Using the data below, copy out all lines with the word "destination".

***** Data extract *****

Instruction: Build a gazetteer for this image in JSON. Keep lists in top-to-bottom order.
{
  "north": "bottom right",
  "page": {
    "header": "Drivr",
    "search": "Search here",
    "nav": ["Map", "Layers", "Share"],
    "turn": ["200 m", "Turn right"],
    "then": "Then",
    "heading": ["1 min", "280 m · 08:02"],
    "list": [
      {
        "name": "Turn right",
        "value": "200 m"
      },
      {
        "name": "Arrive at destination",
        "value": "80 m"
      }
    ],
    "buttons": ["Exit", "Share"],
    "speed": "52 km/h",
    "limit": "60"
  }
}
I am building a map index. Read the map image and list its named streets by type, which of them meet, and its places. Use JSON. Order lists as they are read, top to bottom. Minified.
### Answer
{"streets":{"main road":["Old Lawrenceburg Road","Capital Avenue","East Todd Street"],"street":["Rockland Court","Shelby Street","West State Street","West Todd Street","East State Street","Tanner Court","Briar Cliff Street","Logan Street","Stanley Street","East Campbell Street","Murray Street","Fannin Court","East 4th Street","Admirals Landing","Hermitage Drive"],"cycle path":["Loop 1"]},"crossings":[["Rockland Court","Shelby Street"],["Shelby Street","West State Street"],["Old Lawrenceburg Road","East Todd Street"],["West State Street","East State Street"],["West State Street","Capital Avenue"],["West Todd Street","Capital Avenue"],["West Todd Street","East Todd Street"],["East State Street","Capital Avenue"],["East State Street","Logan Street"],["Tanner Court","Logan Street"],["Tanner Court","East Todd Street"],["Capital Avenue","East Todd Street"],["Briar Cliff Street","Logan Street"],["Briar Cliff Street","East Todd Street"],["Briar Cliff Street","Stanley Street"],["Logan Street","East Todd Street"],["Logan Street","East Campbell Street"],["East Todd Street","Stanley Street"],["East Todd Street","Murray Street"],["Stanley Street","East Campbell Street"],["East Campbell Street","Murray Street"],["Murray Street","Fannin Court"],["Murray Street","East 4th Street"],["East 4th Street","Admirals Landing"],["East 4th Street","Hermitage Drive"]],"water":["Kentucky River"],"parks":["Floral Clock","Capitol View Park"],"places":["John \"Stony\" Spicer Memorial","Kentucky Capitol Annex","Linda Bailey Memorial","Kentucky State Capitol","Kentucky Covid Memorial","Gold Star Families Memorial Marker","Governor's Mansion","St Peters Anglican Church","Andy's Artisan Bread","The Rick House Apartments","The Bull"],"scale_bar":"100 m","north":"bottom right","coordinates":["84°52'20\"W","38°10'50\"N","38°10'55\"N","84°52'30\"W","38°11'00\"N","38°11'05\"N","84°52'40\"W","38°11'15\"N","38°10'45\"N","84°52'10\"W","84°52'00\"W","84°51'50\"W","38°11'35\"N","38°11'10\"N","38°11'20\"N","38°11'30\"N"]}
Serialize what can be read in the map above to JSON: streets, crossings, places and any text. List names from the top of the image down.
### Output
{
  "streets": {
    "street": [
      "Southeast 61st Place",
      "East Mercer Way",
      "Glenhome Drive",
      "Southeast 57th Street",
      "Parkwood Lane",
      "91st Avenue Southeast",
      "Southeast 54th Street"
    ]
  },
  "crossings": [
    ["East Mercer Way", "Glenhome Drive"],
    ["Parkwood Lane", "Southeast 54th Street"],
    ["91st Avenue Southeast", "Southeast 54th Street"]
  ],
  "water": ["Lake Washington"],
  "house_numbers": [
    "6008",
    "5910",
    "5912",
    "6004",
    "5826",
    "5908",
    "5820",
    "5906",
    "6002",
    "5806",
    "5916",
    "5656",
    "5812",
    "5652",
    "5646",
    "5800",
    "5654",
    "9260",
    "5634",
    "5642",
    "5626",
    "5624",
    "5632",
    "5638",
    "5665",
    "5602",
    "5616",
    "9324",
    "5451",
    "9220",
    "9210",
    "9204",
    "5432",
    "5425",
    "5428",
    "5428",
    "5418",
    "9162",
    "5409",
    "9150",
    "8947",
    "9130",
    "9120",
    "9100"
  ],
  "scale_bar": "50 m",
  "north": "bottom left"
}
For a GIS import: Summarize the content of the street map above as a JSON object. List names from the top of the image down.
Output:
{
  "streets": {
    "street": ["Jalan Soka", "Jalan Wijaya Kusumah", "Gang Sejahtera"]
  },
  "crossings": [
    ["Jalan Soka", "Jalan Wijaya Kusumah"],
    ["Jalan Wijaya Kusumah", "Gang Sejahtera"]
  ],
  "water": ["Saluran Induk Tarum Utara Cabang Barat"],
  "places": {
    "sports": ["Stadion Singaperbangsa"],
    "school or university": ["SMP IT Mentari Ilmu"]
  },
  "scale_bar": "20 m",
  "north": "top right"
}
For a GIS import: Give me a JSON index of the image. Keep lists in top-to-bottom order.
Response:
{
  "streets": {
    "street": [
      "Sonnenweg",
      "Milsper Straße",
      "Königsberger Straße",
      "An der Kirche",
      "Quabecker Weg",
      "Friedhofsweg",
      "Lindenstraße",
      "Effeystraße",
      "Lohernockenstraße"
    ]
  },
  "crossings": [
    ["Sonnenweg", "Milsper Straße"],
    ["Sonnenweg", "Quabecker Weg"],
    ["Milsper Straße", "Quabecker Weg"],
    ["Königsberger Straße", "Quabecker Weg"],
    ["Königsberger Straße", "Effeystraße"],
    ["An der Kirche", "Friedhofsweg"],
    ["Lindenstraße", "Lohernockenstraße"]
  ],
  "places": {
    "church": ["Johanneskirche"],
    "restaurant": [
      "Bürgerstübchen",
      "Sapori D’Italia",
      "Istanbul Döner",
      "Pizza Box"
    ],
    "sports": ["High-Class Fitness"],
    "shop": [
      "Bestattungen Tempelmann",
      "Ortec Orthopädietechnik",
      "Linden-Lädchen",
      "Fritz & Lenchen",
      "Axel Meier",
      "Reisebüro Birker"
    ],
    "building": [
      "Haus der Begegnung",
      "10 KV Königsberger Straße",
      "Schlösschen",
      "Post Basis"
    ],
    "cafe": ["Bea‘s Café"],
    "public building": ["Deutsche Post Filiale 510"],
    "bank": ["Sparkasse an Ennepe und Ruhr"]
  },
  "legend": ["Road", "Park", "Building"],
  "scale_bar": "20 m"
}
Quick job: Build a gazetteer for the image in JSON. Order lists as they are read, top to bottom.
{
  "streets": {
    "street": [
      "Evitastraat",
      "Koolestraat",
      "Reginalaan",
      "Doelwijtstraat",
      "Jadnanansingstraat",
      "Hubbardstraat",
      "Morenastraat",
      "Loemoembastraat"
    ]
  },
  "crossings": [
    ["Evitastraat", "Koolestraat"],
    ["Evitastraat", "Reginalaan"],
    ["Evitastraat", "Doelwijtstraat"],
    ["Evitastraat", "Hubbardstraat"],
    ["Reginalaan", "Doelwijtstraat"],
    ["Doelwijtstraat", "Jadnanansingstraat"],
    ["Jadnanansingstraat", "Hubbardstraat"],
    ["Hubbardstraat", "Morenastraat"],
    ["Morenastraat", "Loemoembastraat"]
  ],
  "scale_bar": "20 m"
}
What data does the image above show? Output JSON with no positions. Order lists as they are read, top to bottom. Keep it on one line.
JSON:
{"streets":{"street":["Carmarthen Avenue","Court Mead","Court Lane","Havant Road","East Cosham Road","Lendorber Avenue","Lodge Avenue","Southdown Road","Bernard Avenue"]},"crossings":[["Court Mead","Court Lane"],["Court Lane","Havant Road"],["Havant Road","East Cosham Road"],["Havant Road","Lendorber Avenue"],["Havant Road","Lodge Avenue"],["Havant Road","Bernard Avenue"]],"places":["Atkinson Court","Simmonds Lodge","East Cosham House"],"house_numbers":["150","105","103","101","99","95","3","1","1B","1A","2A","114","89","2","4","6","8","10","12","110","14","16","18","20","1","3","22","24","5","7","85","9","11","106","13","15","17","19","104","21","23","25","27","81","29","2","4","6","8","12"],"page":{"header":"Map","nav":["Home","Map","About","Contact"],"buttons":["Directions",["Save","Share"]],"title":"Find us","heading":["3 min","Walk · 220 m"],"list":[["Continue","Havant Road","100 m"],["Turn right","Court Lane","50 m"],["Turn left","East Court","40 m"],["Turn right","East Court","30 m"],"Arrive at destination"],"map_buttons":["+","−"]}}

*****

◆ **The completed task**
        "name": "Arrive at destination",
{"streets":{"street":["Carmarthen Avenue","Court Mead","Court Lane","Havant Road","East Cosham Road","Lendorber Avenue","Lodge Avenue","Southdown Road","Bernard Avenue"]},"crossings":[["Court Mead","Court Lane"],["Court Lane","Havant Road"],["Havant Road","East Cosham Road"],["Havant Road","Lendorber Avenue"],["Havant Road","Lodge Avenue"],["Havant Road","Bernard Avenue"]],"places":["Atkinson Court","Simmonds Lodge","East Cosham House"],"house_numbers":["150","105","103","101","99","95","3","1","1B","1A","2A","114","89","2","4","6","8","10","12","110","14","16","18","20","1","3","22","24","5","7","85","9","11","106","13","15","17","19","104","21","23","25","27","81","29","2","4","6","8","12"],"page":{"header":"Map","nav":["Home","Map","About","Contact"],"buttons":["Directions",["Save","Share"]],"title":"Find us","heading":["3 min","Walk · 220 m"],"list":[["Continue","Havant Road","100 m"],["Turn right","Court Lane","50 m"],["Turn left","East Court","40 m"],["Turn right","East Court","30 m"],"Arrive at destination"],"map_buttons":["+","−"]}}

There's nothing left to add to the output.